La procédure est clarifiée, tant en matière d'interdiction du territoire français qu'en matière d'expulsion. De plus, il est prévu, contrairement au texte initial, que l'arrêté d'expulsion sera désormais abrogé.

Le dispositif paraît meilleur, plus cohérent et plus complet que le texte initial. La commission y est donc favorable.

J'en viens au sous-amendement n° 325. Afin de tenir compte des situations passées, il est prévu à l'article 42 du projet de loi un dispositif, nettement amélioré par l'amendement n° 215 rectifié bis de M. Zocchetto, permettant d'ouvrir la possibilité aux étrangers qui entretiennent des liens étroits avec la France, du fait notamment qu'ils y résident encore, même en situation irrégulière, et qui auraient dû bénéficier de la protection absolue, d'obtenir une carte de séjour temporaire s'ils en font la demande.

Contrairement à ce qui a été dit précédemment, je tiens à préciser que l'exigence de résidence en France pour bénéficier de cette amnistie était déjà prévue dans le projet de loi initial. L'Assemblée nationale n'a fait qu'ajouter la date butoir du 30 avril 2003.

S'il est vrai que j'ai regretté que la situation de ceux qui vivaient aujourd'hui hors de France ne soit pas prise en compte dans le présent article, j'ai également rappelé qu'une circulaire du ministère des affaires étrangères devait permettre de résoudre le problème. Ces étrangers devraient donc pouvoir désormais obtenir des visas beaucoup plus facilement.
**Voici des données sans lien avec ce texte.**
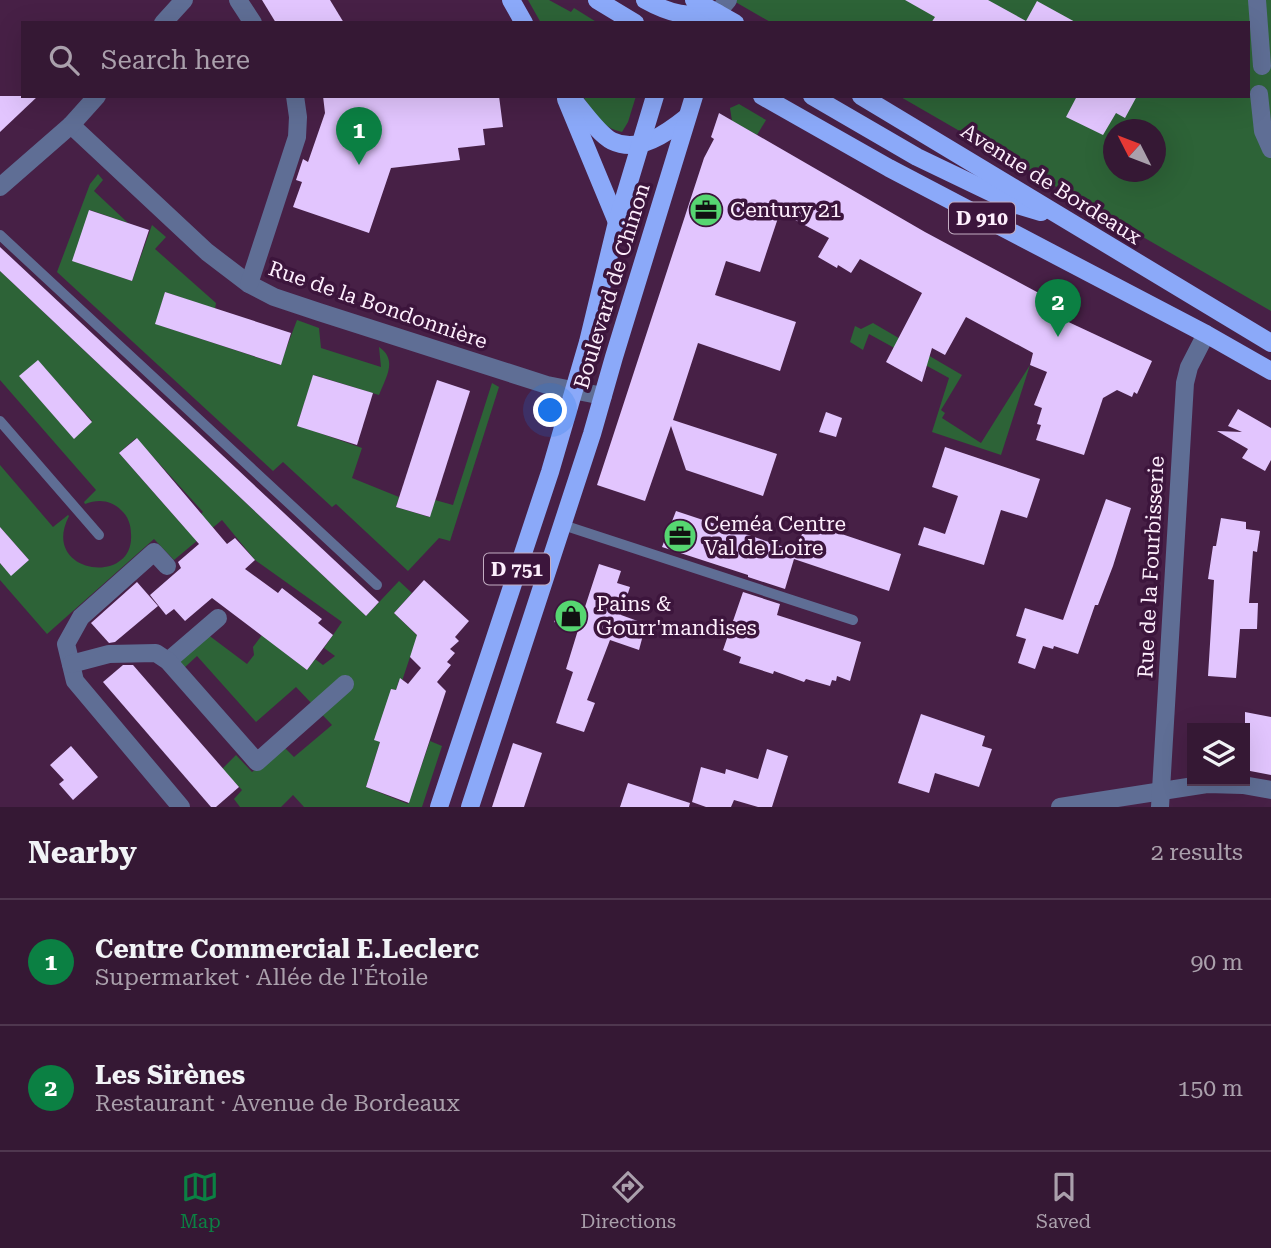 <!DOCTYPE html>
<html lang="en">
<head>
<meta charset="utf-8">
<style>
  body { margin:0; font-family:"Roboto Serif",serif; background:#402540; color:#f1f3f6 }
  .controls { position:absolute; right:21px; bottom:21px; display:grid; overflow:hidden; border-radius:0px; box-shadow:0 7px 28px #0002 }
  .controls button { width:63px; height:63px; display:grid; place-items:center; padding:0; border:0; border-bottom:2px solid #4f374f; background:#351834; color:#f1f3f6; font:35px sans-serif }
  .compass { position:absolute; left:1103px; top:119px; width:63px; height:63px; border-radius:50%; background:#351834; box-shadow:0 7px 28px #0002; rotate:312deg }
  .you { position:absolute; left:551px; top:411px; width:24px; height:24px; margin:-18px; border:5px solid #fff; border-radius:50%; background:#1a73e8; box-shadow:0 0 0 10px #1a73e833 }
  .badge { display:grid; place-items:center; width:46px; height:46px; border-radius:50%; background:#0b8043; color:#fff; font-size:23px; font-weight:700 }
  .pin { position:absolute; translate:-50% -58px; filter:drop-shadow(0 2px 4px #0008) }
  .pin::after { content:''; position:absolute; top:37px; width:24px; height:21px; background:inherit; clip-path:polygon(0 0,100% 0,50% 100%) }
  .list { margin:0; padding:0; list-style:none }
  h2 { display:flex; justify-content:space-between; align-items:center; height:91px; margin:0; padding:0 28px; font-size:30px }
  h2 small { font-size:23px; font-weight:400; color:#aaa0ac }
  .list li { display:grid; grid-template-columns:46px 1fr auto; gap:21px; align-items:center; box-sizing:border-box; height:126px; padding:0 28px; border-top:2px solid #4f374f }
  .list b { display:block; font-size:26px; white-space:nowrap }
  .list p { margin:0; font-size:23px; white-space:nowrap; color:#aaa0ac }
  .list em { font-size:23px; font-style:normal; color:#aaa0ac }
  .icon { flex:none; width:38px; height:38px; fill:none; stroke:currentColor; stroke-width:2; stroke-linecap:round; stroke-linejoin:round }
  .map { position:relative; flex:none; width:1271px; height:807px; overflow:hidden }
  .search { position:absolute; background:#351834; box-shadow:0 7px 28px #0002; left:21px; right:21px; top:21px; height:77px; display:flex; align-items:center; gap:18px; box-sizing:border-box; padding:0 24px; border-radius:0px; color:#aaa0ac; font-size:26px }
  .sheet { height:343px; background:#351834 }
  nav { display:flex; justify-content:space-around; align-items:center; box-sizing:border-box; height:98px; border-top:2px solid #4f374f; background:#351834; font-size:19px; color:#aaa0ac }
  nav a { display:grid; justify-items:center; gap:4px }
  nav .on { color:#0b8043 }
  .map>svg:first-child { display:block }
</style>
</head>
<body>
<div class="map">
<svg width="1271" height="807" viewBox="0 0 1271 807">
  <rect width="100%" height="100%" fill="#472046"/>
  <g fill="#2d6337" fill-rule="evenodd">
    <polygon points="528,0 549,0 571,12 574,8 598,23 541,23"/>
    <path d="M732 0H1271V311L899 96H1248V23H772ZM1114 130H1156V172H1114Z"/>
    <path d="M583 96H636L628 122 622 132C602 128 593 113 583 96Z"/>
    <polygon points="739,104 766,120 757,135 732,121 730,108"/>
    <path d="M98 174 103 180 94 191 128 223 90 210 73 261 132 281 152 225 166 237 155 249 216 303 215 309 165 292 156 324 280 365 297 320 319 328 321 348 381 367 379 347C398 360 386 377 379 395L314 375 297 425 362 448 352 478 399 497 396 507 429 517 435 500 453 505 492 383 499 387 450 541 439 538 408 571 336 504 332 507 283 462 273 471 57 272 90 184Z"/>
    <path d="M0 271 366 616 399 581 412 593 394 613 426 644 410 657 402 681 399 680 396 690 391 689 380 742 366 787 408 804 430 741 442 746 422 807H304L293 795 281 807H240L234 799 242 790 222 769 236 755 252 772 283 746 294 757 332 725 296 687 256 722 197 656 184 668 179 662 207 634 247 664 254 655 253 647 262 635 307 670 315 659 323 665 335 656 324 648 342 622 255 560 222 520 174 560 154 539 47 634 0 580V563L11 575 29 560 0 527V465L53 527 68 515 69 516C39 574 135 587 131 534 131 525 128 516 121 510 111 500 98 499 85 504L84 502 96 490 0 380ZM38 361 92 421 74 438 20 377ZM136 438 203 512 185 528 119 453Z"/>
    <polygon points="873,323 962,375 941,410 945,413 942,418 981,443 1030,365 1001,455 932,432 949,378 869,334 863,350 850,342 855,326 861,329"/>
  </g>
  <g fill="#e2c5fe">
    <polygon points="262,0 330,0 344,23 276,23"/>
    <polygon points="905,0 988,0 1026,21 1037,1 1077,23 931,23 935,17"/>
    <polygon points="0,96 38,96 0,132"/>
    <polygon points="323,96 499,96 503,127 483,129 485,145 458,148 460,160 391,168 369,233 293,207 302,182 296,180 303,159 308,162 325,113"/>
    <polygon points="1077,96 1137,96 1125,118 1116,113 1103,135 1066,117"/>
    <polygon points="719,113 925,232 1050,299 1047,312 1152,361 1137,394 1134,392 1132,397 1117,390 1103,398 1084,455 1036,440 1041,425 1037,424 1042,408 1034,405 1047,372 1030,365 1033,353 966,317 945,355 932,348 922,382 886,362 922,293 860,259 851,273 838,265 837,268 818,257 829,238 780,212 760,272 726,261 715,295 796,322 780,371 698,343 673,420 777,454 763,496 686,470 671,426 645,501 597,485 704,158 714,139 711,137"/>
    <polygon points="89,210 149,230 132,281 72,261"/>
    <polygon points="0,247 379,602 366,616 0,271"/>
    <polygon points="165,292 291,333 281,365 155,324"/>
    <polygon points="38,360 92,422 74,439 19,376"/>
    <polygon points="313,375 373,393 357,445 297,426"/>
    <polygon points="437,380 470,391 430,517 396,507"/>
    <polygon points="1238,409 1271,428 1271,460 1265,471 1242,458 1248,449 1217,431 1242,432 1228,426"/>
    <polygon points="826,412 842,418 836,437 819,432"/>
    <polygon points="137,438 227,544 235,538 255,560 245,569 278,593 282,588 322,619 318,623 333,635 307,670 212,598 185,621 174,609 166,615 150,595 181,568 178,562 199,544 119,453"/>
    <polygon points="945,447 1040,479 1027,518 1001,510 984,565 918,545 924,527 945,534 958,496 932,487"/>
    <polygon points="1106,499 1131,508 1113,566 1098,605 1095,605 1078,654 1054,646 1053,649 1043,646 1035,669 1018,663 1026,639 1016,636 1025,608 1063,620"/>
    <polygon points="676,511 796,551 806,522 901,554 889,591 794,559 785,589 748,577 748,575 662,547"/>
    <polygon points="1221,518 1246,522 1246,529 1260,531 1257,552 1253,551 1249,603 1258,603 1257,629 1240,629 1236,678 1208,676 1214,580 1208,579 1213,546 1216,546"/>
    <polygon points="0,527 29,560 11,576 0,563"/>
    <polygon points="599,564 621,571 617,583 630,587 621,615 646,624 639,650 610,640 587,700 595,703 584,732 556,723 573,672 566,669 578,630 554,622 561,603 584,610"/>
    <polygon points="424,580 469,621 455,637 459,641 450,649 455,653 447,662 451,665 437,682 446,691 409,803 366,787 380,742 374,740 391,689 396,690 400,678 408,684 421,668 410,657 417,635 394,613"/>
    <polygon points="137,582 158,606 115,642 109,643 91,623"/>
    <polygon points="743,592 780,604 777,615 861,642 850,681 837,676 836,681 832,680 830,686 806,679 804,682 774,671 773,674 739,663 741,657 723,650"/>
    <polygon points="123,665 133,665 239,787 216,807 211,807 103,682"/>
    <polygon points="1245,712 1271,717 1271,775 1245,770"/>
    <polygon points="921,714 985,736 982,746 992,749 979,787 935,773 929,793 898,783"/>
    <polygon points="513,743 542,753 524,807 492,807"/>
    <polygon points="71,746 98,777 73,800 59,784 64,780 50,765"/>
    <polygon points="767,749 788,756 772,807 758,807 734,800 731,807 706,807 692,802 701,767 725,774 726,769 758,779"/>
    <polygon points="628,783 690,803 689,807 620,807"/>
  </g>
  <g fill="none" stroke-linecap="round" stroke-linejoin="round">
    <g stroke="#5f6e95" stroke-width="10">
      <polyline points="0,235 377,585"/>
      <polyline points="0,421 99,535"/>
      <polyline points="563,525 853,620"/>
    </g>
    <g stroke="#5f6e95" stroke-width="18">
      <polyline points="238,0 253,23"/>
      <polyline points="1257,0 1262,66"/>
      <polyline points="717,13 728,0"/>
      <polyline points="163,23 184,0"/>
      <polyline points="1259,94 1263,131 1271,149"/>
      <polyline points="71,125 207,252 249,284 274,297 319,312 547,385 603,396"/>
      <polyline points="0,187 71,125 97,96"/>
      <polyline points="249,284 297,137 298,117 295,96"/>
      <polyline points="167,566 154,552 81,617 66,644 75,681 181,807"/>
      <polyline points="168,661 218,618"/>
      <polyline points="71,664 109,654 156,653 168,661 257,762 345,684"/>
      <polyline points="1060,807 1207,784 1243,785 1271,790"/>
      <polyline points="1160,807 1185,383 1189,367 1206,334"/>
    </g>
    <g stroke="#8ba9f9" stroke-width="18">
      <polyline points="511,0 524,23"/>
      <polyline points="597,0 635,23"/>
      <path d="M645 0C672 15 687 17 717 13"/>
      <polyline points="694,0 735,23"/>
      <path d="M570 96C581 108 598 134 612 141 639 154 667 133 687 117"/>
      <polyline points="762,96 889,168 1206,334 1271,371"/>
      <polyline points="812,96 917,157 1017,205 1041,212"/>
      <polyline points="861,96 1271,343"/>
      <polyline points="566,99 617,222"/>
      <polyline points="439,807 550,472 588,342 617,222 655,96"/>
      <polyline points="470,807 592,434 614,357 694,96"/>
    </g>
  </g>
  <defs>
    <symbol id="office-disc" viewBox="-11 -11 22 22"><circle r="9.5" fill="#56d671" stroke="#3c153c"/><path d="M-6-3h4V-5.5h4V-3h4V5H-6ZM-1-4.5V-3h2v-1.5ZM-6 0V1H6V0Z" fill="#111"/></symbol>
    <symbol id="shop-disc" viewBox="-11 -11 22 22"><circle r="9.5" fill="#56d671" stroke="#3c153c"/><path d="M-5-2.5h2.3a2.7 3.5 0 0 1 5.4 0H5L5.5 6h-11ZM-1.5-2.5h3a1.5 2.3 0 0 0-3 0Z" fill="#111"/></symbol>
  </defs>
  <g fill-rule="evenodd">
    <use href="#office-disc" x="687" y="191" width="38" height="38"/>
    <use href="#office-disc" x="661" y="517" width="38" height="38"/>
    <use href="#shop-disc" x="552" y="597" width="38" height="38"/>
  </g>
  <g text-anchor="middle" stroke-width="7" stroke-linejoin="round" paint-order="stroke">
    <g fill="#3c153c" stroke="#c3adc2" stroke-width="2">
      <rect x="949" y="202.5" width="66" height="31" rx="5"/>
      <rect x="484" y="553.5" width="66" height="31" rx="5"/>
    </g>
    <g font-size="19" font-weight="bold" fill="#fdeefc">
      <text x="982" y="225">D 910</text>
      <text x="517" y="576">D 751</text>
    </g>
    <g font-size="21" fill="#fdeefc" stroke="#3c153c">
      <text transform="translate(1051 184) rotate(32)" y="7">Avenue de Bordeaux</text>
      <text transform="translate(612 286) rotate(-73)" y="7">Boulevard de Chinon</text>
      <text transform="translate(378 305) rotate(19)" y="7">Rue de la Bondonnière</text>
      <text transform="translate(1151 567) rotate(-87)" y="7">Rue de la Fourbisserie</text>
    </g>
    <g font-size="21" fill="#fdeefc" stroke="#3c153c" text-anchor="start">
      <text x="730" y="217">Century 21</text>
      <text x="704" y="531">Ceméa Centre<tspan x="704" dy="24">Val de Loire</tspan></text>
      <text x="596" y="611">Pains &amp;<tspan x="596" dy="24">Gourr'mandises</tspan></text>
    </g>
  </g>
</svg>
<div class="controls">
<button><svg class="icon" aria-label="layers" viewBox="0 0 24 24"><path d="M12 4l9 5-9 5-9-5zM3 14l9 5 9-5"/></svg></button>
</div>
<svg class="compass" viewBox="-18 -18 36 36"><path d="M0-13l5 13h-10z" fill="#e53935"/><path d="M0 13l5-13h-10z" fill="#aaa0ac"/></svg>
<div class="you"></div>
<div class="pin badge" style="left:359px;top:165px">1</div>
<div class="pin badge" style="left:1058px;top:337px">2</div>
<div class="search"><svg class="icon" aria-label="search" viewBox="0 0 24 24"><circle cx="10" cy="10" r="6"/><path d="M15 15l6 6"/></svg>Search here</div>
</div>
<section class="sheet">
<h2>Nearby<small>2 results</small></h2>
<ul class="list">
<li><span class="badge">1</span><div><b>Centre Commercial E.Leclerc</b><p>Supermarket · Allée de l'Étoile</p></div><em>90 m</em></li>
<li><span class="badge">2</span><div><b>Les Sirènes</b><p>Restaurant · Avenue de Bordeaux</p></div><em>150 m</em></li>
</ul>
</section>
<nav>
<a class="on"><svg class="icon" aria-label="map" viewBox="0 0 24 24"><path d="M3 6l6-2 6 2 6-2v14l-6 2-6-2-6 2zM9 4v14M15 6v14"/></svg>Map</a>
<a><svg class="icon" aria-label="directions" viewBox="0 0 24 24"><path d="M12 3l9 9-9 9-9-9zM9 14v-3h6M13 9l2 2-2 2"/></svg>Directions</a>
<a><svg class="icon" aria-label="saved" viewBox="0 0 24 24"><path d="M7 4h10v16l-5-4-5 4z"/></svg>Saved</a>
</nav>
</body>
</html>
Je serais tenté de proposer le retrait de cet amendement, car la solution proposée n'est pas adaptée à la situation de ces étrangers qui, pour la plupart, vivent dans leur pays d'origine depuis de nombreuses années et ne peuvent donc pas effectuer les mêmes démarches que ceux qui résident toujours en France.

Mais, si les auteurs de cet amendement ne souhaitent pas le retirer, je demanderai l'avis du Gouvernement à ce sujet, afin qu'il nous rassure sur la prise en compte de la situation particulière de ces étrangers lors de la délivrance des visas.

La commission est défavorable aux amendements n°s 207, 208 et 209.

Enfin, elle se ralliera à l'avis du Gouvernement sur l'amendement n° 295 ; qui est un amendement de coordination avec l'amendement n° 267.

M. le président. Quel est l'avis du Gouvernement ?

M. Henri Plagnol, secrétaire d'Etat à la réforme de l'Etat. Monsieur le président, mesdames, messieurs les sénateurs, permettez-moi tout d'abord d'excuser M. Nicolas Sarkozy, qui se trouve en ce moment même en Corse pour rendre un hommage particulier au préfet Claude Erignac, hommage auquel la représentation nationale s'associe, j'en suis persuadé.

L'article 42 dont nous débattons est certainement l'un des articles dont la rédaction s'est révélée des plus délicate, puisqu'il s'agit de tirer les conséquences de la réforme de la « double peine » pour les situations passées. L'application des principes généraux du droit ne permettant pas, à elle seule, de procéder à cette adaptation, il est nécessaire de légiférer.

Dans le même temps, il est hors de question de prévoir une amnistie générale pour tous ceux qui, dans le passé, ont fait l'objet d'une interdiction du territoire français ou d'une mesure d'expulsion. Tout d'abord, il est tout à fait possible que certaines de ces personnes ayant été frappées ; voilà très longtemps, de telles mesures fassent désormais partie des catégories protégées. Pour autant, rien ne dit qu'elles aient l'intention de revenir en France. Elles ont peut-être fondé une famille à l'étranger. En l'absence de données précises de recensement, nous n'avons aucune idée du nombre de gens concernés ; ni des implications sur leur situation familiale, que ce soit à l'étranger ou en France. C'est pourquoi il a été décidé de ne résoudre que la situation des personnes qui séjournent actuellement en France. Tel est l'esprit de l'article qui vous est proposé.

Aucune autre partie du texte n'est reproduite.